The dictionary file should simply be a file that contains one word per line, like /usr/dict/words. Note that a simple dictionary like /usr/dict/words does not include morphological variants of stems. For example, it includes run, but not running. Thus, if you do not find the given form of the word in the dictionary, you should run the Porter Stemmer (via Text::English::stem) in order to try and find the base form. If this doesn't work, then you should go on to generate a list of candidate corrections for the word as given on the command line (*not* the form generated by the Porter stemmer).

Your program should output all of the candidate corrections for a word, based on the assumption that the spelling error is a single insertion, deletion, transposition, or substitution. If the word is found in the dictionary, then a message or code should be output indicating that the word is not misspelled.

Your program should be run like this:

candidate.pl word dict

where word is an alphanumeric string, and dict is the location of a dictionary file. You should be able to specify this as a complete path. Your program should output the candidate corrections for word to STDOUT, one per line. If word or it's stemmed form is in dict, your program should output a message or code indicating that the word is ok. For example...

candidate.pl acress /usr/dict/words

access
acres
across
actress
cress

Note that the above is just given to show the format of the output, and is not necessarily what you should expect given this dictionary and acress.

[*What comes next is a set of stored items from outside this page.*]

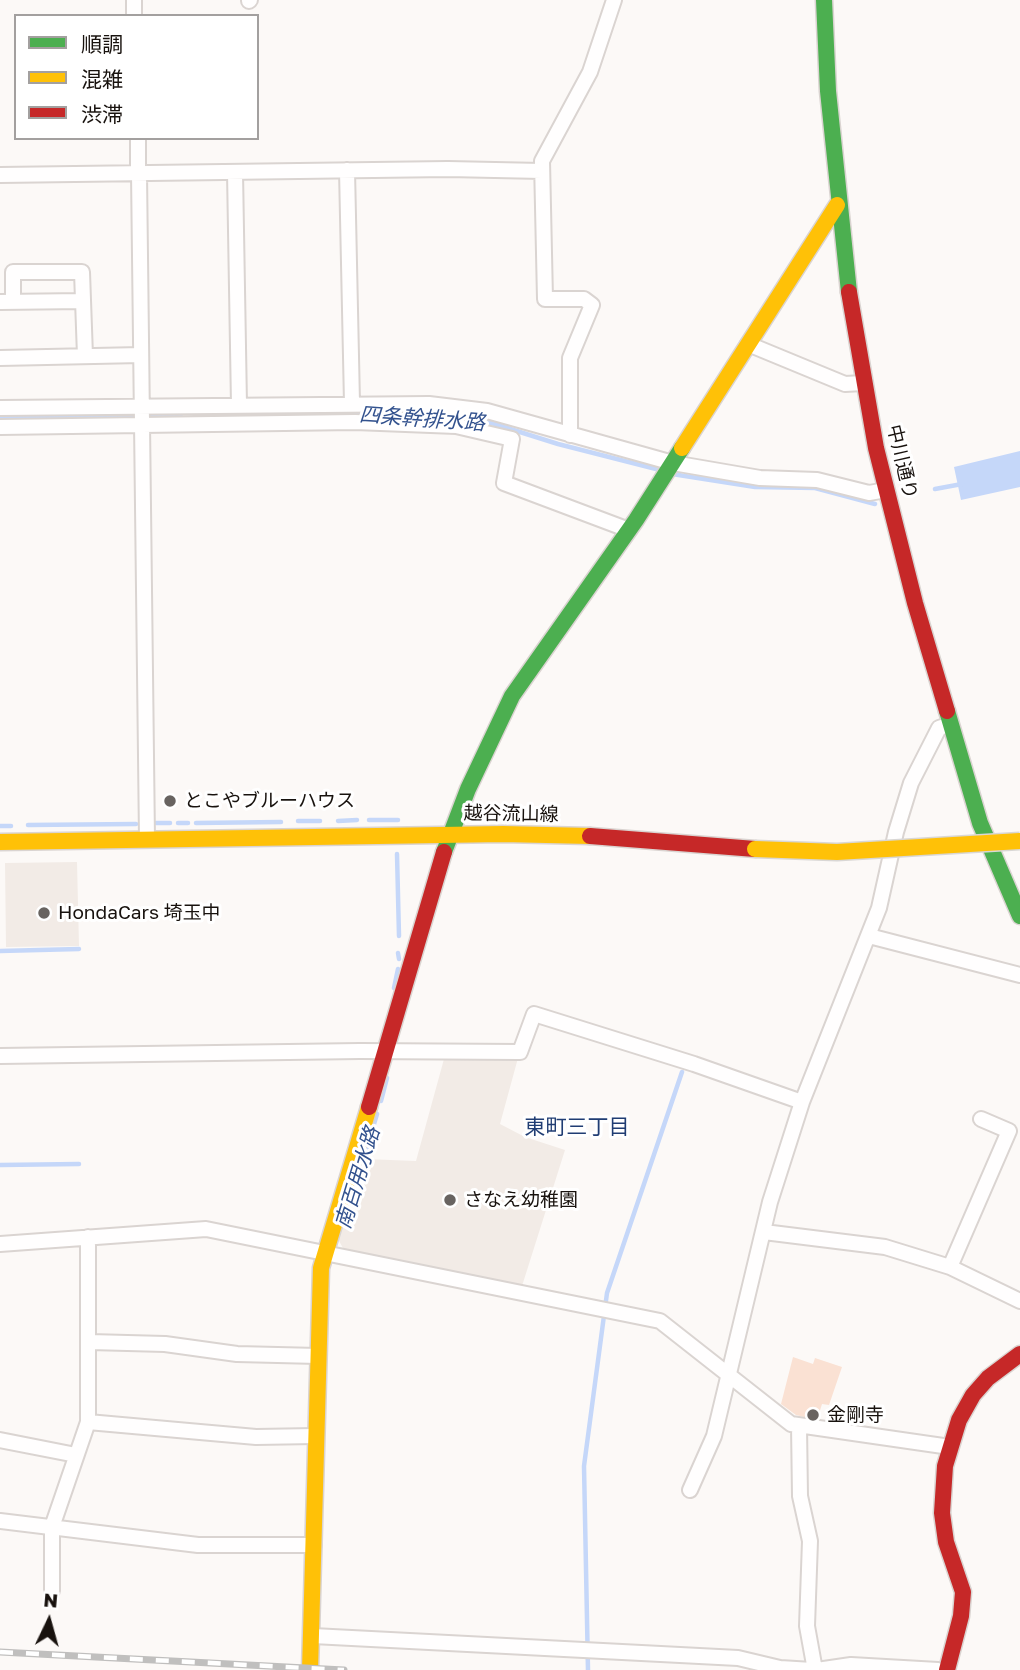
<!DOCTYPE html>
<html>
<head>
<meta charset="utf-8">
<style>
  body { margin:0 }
  #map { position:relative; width:1020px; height:1670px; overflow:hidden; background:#fcf9f7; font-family:"Golos Text","Noto Sans JP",sans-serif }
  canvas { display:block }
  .legend { position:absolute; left:14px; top:14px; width:245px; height:126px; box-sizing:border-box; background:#fff; border:2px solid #a3a09f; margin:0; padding:9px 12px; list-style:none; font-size:21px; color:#18120e }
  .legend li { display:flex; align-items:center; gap:14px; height:35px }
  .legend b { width:35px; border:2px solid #a3a09f }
  .north { position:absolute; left:14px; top:1586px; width:70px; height:70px; -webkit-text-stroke:5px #fff; paint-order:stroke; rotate:5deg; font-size:19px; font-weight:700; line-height:28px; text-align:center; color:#18120e }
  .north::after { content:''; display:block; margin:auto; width:24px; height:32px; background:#18120e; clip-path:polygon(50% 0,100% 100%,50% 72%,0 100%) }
</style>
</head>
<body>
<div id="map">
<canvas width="1020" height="1670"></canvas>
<ul class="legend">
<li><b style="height:9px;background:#4caf50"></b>順調</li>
<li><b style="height:9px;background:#ffc107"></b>混雑</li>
<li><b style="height:9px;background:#c62828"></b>渋滞</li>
</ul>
<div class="north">N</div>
</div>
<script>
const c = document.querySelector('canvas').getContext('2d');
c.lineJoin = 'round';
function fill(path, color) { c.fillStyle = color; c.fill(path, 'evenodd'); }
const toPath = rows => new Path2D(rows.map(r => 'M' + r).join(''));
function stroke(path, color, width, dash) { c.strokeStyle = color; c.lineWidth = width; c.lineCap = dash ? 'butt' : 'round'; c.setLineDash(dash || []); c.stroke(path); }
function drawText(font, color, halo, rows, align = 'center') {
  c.font = font + ' "Golos Text","Noto Sans JP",sans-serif'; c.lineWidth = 6; c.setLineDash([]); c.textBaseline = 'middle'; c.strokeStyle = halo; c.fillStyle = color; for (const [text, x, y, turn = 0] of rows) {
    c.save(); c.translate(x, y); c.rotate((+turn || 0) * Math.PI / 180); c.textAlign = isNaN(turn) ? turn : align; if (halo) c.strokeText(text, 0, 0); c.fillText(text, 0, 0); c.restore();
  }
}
const built = toPath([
  [77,862,79,946,6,947,5,863],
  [518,1058,500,1124,525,1137,565,1150,522,1286,344,1250,338,1239,365,1159,416,1161,444,1059]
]);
const green = toPath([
  [793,1357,813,1364,815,1358,842,1367,829,1405,822,1404,817,1420,796,1415,781,1404]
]);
const water = toPath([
  [1020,451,1020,487,961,500,954,467]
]);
const stream = toPath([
  [309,416,387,413,485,421,558,444,660,470],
  [0,418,181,417],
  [672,474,755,487,815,488,875,504],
  [935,489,962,484],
  [369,820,398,820],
  [298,821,320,821],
  [338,821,357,820],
  [156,823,170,823],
  [178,823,188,823],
  [196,823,281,822],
  [28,825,136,824],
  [0,826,11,826],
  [397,854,399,936],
  [0,951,79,949],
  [398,953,399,959],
  [394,988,398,969],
  [381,1101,387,1078],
  [364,1157,377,1114],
  [0,1165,79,1164],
  [588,1670,584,1466,607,1293,682,1072]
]);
const street = toPath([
  [134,0,134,16],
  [249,1,250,0],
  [138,138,138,173],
  [347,170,352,403],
  [235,172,239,405],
  [139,173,147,839],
  [0,175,448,169,542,171],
  [0,302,83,301],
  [13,302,13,272,82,272,85,356],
  [748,344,845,384,863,383],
  [0,358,141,355],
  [0,408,429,404,487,411,673,463,760,478,817,480,869,493,886,490],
  [0,427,355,422,456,426,512,439,504,483,629,530],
  [570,435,570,358,592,305,584,299,545,299,542,161,590,72,614,0],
  [869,936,1020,975],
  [0,1056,360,1051,520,1052,534,1014,694,1064,802,1102],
  [764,1232,885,1247,950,1267,1020,1301],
  [0,1244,206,1229,660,1321,791,1424,950,1447],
  [950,1267,1009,1131,981,1119],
  [90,1342,165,1344,237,1354,318,1356],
  [88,1422,256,1437,315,1436],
  [799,1426,800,1496,810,1541,807,1626,815,1670],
  [0,1440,76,1455],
  [690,1490,714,1436,770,1202,802,1102,879,908,896,832,911,783,939,728,951,724],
  [0,1521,198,1545,314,1545],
  [52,1591,52,1527,88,1422,88,1237],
  [313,1636,738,1658,780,1668,812,1670],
  [817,1670,851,1665,938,1670]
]);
const fast = toPath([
  [824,0,828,91,849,292],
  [947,711,980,823,1020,916],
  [444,852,468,789,512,696,636,520,682,448]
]);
const slow = toPath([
  [682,448,837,205],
  [0,842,503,834,590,836],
  [310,1670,321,1268,369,1107]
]);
const jam = toPath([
  [849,292,876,448,915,603,947,711],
  [590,836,755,849],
  [369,1107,444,852],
  [947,1670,961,1616,963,1592,946,1542,942,1513,945,1466,959,1420,973,1395,988,1378,1020,1354]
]);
const rail = toPath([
  [0,1652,344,1670]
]);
const slowBridge = toPath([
  [755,849,837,852,1020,841]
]);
const markers = [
  [170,801,7,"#686360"],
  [44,913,7,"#686360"],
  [450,1200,7,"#686360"],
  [813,1415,7,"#686360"]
];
const streetNames = [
  ["中川通り",902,462,77],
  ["越谷流山線",511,814,1]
];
const poiNames = [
  ["とこやブルーハウス",184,801],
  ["HondaCars 埼玉中",58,913],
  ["さなえ幼稚園",464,1200],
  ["金剛寺",827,1415]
];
const waterNames = [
  ["四条幹排水路",422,419,4],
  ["南百用水路",358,1178,-73]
];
const neighbourhoodNames = [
  ["東町三丁目",577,1127]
];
fill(built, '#f2ebe6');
fill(green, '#fae1d3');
fill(water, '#c5d7f9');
stroke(stream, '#c5d7f9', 4.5);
stroke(street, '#dad4d1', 18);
stroke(fast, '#dad4d1', 19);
stroke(slow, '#dad4d1', 19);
stroke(jam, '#dad4d1', 19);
stroke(street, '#fffefe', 14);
stroke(fast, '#4caf50', 16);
stroke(slow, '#ffc107', 16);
stroke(jam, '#c62828', 16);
stroke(rail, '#c0bfbe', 7);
stroke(rail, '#fff', 4.5, [13]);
stroke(slowBridge, '#d9d7d5', 19, []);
stroke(slowBridge, '#ffc107', 16);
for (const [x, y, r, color] of markers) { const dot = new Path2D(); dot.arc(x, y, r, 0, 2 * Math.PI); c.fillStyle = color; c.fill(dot); stroke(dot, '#fff', 2.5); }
drawText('19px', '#18120e', '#fff', streetNames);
drawText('19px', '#18120e', '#fff', poiNames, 'left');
drawText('italic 21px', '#33528e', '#fff', waterNames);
drawText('21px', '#203d73', '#fff', neighbourhoodNames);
</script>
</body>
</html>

Specification (Part B) due 5pm Monday March 8

Write a Perl program googlespell.pl, that will score a list of candidate corrections for a word by using the Google API. The misspelled word should be given on the command line, and you should also provide a file that includes the list of candidate corrections as generated by candidate.pl.

Your program should be run like this:

googlespell.pl word candidates

You should develop your own approach to using the results of Google searches to score the different candidates. You should certainly use information about the number of times the candidates occur by themselves, as well as the number of times each candidate occurs in a page with the misspelling. Your approach should go beyond this, and incorporate additional information, or use this information in some clever way.

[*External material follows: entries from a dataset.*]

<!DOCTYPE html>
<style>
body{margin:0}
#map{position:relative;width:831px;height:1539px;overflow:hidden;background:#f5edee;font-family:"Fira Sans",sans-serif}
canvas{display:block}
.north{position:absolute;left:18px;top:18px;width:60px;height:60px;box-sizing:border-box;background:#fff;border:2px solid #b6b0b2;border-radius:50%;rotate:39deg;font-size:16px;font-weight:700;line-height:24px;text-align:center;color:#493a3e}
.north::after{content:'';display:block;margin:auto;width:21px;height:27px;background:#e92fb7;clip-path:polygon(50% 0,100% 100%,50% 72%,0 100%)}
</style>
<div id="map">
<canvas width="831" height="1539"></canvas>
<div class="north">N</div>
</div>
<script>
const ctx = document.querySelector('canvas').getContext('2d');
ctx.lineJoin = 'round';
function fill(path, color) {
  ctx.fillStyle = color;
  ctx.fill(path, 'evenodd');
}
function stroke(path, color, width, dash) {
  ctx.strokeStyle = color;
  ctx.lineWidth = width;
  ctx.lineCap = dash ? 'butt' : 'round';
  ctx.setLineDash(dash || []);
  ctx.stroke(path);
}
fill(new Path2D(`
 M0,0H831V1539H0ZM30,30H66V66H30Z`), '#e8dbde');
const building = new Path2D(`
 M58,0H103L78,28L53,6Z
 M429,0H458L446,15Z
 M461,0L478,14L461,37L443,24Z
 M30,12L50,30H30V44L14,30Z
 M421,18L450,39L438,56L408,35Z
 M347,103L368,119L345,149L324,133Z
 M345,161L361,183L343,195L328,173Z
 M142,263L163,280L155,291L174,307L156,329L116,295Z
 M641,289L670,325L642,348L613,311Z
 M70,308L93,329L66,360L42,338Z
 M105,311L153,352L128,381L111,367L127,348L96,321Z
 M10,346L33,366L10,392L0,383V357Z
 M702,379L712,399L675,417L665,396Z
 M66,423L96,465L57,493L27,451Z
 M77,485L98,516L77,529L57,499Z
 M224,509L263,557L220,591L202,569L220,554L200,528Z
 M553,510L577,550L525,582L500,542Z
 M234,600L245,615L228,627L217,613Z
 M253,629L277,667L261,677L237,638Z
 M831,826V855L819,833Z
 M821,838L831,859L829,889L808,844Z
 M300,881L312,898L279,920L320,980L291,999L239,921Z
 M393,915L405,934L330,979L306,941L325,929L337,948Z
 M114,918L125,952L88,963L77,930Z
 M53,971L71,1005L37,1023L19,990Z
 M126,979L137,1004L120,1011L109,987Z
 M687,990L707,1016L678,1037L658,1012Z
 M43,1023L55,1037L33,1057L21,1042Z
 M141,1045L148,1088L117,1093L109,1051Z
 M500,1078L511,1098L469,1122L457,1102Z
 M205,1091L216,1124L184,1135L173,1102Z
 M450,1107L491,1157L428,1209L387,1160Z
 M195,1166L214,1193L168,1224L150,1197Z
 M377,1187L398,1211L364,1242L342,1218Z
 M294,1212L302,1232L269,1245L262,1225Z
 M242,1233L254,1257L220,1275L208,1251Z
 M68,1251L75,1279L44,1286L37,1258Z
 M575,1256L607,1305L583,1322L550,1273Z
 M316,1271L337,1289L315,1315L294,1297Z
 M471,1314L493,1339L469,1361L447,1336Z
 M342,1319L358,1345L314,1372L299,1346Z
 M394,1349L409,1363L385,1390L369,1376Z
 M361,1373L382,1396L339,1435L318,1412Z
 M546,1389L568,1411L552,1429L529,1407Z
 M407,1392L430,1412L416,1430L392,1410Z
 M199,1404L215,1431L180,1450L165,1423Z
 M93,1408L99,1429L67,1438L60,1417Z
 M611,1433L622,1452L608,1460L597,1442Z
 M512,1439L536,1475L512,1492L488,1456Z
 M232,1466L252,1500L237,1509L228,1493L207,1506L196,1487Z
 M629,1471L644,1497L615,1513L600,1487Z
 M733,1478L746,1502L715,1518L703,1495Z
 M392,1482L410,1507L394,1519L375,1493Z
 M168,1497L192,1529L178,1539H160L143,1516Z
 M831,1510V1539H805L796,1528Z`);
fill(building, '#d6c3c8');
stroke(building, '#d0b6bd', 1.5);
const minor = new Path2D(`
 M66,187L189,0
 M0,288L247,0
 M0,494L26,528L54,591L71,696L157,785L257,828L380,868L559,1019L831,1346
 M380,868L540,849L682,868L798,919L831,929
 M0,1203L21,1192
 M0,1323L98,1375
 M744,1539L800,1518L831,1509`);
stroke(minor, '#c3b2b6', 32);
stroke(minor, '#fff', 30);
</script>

Your program should also find out what correction Google would suggest. Do not use this information in your approach, this is just to use as a point of comparison.

Your program should output the typo, your correct, Google's correction, plus a list of all your candidates sorted in order by the score your program assigns them. For example...

TYPO: acress
MY CORRECTION: access
GOOGLE CORRECTION: actress

LIST OF CANDIDATES WITH SCORES:
access .92
actress .81
across .79
acres .63
cress .42

Presentation, Thursday March 11

You will present a demo of your scoring algorithm, along with a discussion of results in the lab on Thursday March 11. You should study at least 10 "interesting" spelling errors, and compare the results of your program with the correction provided by Google. In how many cases are they they same? In the cases where they are different, how highly ranked is the Google correction in your list of candidates? By "interesting" errors, I mean those that will tend to reveal differences between your approach and Google's - for example, errors that differ by more than one character, errors at the start of the word, etc. etc.?

From all that you observe, draw some conclusions about how Google must be doing spelling correction. Submit your slides to the webdrop by 4pm Thu March 11.

Policies (see syllabus for more details)

Please comment your code. You must provided a detailed description of your spelling correction algorithm in your source code comments. This should focus on how you score the candidate corrections for a word. Also make sure you name, class, etc. is clearly included in the comments.

It is fine to use a Perl reference book to provide examples of loops, variables, etc., but your candidate.pl and googlespell.pl specific code must be your own, and not taken from any other source (human, published, on the web, etc.)